Solved – Simple text classifier: classification taking forever

classificationmachine learningpythonscikit learntext mining

I work for a small tech startup, and I want to classify our users into demographics based on the domain of their email address. When users sign up to our site, they can enter a job category or pick "other". The goal is to classify as many of the "other" type as possible using a bag-of-words approach.

To do this, I have written some code in Python. For each user, I look at the domain name of their email address and scrape the text from their homepage (using Beautiful Soup). I also look for an "About Us" page, which I also scrape. What I'm left with is a map of domains to text. Some domains are classified (i.e., users whose email address comes from this domain have self-classified their job types), and some aren't (those users who have self-classified as "other"). The total data set for classified users is about 2000 (neglecting domains like gmail and hotmail and [I can't believe I'm about to type this] aol). I'm using a train/test split of 75/25.

Using scikit-learn, I'm trying to implement a simple classifier, but there seems to be an issue with either convergence or performance. The data set doesn't seem particularly big, but the two classifiers I've tried (Perceptron and RidgeClassifier) seem to be having some issues finding a fit. I haven't really tried to change the parameters for the classifiers, and it's not clear to me which nobs I should be turning.

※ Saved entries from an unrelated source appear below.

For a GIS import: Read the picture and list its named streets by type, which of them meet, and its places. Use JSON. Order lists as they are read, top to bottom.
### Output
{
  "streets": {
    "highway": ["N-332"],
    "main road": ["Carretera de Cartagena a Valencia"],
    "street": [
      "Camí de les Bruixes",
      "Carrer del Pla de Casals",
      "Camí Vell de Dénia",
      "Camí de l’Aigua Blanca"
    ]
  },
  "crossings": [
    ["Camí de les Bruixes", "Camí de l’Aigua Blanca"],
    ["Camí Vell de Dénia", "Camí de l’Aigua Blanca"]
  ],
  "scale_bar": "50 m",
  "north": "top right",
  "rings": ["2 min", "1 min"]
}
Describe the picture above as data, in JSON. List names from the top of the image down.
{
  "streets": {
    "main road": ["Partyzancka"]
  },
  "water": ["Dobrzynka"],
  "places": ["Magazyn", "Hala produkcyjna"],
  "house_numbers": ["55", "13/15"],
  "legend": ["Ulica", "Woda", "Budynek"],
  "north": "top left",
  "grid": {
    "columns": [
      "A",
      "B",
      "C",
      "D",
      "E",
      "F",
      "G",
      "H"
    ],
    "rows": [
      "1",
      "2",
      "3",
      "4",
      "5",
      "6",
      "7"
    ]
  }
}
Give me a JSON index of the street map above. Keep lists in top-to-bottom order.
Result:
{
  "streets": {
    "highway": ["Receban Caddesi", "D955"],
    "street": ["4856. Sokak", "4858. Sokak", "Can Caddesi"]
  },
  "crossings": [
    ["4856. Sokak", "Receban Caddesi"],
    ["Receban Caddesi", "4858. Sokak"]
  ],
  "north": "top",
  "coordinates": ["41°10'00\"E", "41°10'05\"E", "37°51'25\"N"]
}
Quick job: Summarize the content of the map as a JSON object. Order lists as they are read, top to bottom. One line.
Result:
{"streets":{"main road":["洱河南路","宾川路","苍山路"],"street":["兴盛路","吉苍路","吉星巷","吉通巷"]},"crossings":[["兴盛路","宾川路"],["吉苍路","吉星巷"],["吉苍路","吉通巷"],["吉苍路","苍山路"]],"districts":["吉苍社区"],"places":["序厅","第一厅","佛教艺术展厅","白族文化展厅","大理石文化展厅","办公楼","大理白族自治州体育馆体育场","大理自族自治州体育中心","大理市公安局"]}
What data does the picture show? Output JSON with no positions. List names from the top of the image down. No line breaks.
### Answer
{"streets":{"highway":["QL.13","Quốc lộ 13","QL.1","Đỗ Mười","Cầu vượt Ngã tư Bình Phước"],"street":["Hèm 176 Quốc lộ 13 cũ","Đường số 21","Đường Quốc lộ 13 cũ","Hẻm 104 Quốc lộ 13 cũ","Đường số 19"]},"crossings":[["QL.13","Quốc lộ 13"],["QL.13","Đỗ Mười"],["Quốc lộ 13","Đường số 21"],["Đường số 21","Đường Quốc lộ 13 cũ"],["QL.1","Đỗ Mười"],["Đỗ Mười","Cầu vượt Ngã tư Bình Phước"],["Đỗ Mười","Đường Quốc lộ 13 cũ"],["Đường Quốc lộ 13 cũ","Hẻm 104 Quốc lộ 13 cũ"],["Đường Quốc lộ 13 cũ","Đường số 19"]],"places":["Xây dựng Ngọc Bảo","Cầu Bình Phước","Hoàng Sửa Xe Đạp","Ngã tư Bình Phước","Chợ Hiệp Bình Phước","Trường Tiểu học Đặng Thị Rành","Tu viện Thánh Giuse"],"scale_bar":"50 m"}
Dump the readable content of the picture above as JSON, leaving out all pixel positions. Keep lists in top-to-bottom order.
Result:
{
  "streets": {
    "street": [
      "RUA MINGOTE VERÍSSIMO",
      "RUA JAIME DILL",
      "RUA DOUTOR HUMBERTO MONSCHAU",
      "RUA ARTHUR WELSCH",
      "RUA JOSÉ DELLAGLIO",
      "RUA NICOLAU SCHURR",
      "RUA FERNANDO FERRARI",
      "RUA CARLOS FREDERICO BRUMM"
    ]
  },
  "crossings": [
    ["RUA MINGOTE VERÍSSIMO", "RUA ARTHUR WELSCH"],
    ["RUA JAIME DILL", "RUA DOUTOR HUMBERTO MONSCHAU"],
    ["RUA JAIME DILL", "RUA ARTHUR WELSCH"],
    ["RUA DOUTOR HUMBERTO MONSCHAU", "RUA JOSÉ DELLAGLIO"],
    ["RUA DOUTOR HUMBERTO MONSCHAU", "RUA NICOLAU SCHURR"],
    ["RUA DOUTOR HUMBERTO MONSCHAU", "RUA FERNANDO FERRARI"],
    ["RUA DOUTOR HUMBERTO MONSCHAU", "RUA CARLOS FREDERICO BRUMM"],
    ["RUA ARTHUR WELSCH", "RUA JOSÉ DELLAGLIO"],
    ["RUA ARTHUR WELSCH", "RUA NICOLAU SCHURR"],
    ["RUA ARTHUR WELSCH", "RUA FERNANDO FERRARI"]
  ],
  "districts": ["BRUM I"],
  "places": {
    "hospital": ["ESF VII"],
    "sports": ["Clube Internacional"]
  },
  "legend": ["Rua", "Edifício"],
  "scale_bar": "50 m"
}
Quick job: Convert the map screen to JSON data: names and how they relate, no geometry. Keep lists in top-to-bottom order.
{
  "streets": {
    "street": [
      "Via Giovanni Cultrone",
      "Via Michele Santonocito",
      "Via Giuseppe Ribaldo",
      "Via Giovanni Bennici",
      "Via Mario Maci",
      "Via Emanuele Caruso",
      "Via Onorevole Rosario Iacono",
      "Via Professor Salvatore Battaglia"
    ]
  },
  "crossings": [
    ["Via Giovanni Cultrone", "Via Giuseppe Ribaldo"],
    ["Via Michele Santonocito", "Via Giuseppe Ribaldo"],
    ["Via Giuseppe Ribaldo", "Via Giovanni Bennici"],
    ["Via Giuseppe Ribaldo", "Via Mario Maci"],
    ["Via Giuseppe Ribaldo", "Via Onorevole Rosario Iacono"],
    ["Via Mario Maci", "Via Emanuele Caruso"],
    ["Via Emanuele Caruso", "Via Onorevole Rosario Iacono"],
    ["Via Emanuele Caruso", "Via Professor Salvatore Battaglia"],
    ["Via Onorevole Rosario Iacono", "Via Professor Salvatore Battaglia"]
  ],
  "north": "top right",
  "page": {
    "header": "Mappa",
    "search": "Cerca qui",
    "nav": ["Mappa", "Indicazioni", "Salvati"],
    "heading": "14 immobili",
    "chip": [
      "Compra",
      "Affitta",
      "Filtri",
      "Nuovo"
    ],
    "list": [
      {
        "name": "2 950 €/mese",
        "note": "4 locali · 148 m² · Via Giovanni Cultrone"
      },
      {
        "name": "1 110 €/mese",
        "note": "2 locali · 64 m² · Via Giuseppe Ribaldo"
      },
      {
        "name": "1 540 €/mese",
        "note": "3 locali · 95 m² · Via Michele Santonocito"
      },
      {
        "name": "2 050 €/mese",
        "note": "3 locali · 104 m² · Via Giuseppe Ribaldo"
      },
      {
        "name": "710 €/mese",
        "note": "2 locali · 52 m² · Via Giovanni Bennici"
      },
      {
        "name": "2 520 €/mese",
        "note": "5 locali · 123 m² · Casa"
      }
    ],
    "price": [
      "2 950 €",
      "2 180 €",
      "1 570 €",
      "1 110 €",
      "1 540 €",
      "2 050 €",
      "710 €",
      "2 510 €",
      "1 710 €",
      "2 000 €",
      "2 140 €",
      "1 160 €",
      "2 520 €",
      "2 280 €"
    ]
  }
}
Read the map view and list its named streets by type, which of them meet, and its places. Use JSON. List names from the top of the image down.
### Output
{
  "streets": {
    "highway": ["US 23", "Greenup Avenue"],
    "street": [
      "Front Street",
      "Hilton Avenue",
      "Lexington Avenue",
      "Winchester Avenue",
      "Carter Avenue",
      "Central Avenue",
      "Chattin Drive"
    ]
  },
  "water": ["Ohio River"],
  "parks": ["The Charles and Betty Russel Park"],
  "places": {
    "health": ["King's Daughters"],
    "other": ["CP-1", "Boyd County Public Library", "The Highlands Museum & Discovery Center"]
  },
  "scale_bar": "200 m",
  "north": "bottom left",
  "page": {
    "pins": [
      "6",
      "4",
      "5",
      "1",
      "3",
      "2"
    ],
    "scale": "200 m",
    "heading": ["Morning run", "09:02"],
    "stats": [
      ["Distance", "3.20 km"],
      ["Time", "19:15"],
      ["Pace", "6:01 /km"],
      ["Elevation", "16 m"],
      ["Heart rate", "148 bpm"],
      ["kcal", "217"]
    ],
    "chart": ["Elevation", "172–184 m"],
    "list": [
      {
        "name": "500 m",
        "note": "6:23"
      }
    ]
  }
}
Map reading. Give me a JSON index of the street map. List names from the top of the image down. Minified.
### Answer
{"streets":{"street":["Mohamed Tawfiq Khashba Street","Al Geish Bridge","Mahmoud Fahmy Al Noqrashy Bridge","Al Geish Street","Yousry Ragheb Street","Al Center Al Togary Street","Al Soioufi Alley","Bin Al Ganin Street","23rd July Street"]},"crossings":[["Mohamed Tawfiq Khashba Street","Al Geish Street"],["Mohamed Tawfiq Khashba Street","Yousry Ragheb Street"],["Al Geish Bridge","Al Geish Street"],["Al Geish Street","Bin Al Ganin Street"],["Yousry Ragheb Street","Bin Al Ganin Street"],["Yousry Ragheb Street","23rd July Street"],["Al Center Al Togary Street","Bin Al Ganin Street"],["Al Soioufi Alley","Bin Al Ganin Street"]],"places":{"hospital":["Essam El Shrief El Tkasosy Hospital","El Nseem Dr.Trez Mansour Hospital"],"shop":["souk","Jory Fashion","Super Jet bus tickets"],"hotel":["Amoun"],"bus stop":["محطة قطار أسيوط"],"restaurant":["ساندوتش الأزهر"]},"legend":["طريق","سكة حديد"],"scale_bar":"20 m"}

I lack intuition into this problem, and it's difficult for me to tell whether the issues I'm having are due to not enough data, or what. I'd like to know

Am I barking up the wrong tree? Has anyone tried something like this and made it work?
Do other ML packages for Python do a better job of text classification? (I'm looking at you, nltk.)
Is my data set large enough? Are there any "rules-of-thumb" for how much data you'd need for something like this (~5-10 categories)?
What's a reasonable amount of time for the learning to take? Are there any hints that will tell me the difference between "this is really hard" and "this isn't going to work"?
I've tried to follow the examples here and here. These examples are pretty speedy, so it makes me worry that I don't have enough data to make things work nicely. Is the "20 newsgroups" classification problem typical, or does it show up because it's easily solvable?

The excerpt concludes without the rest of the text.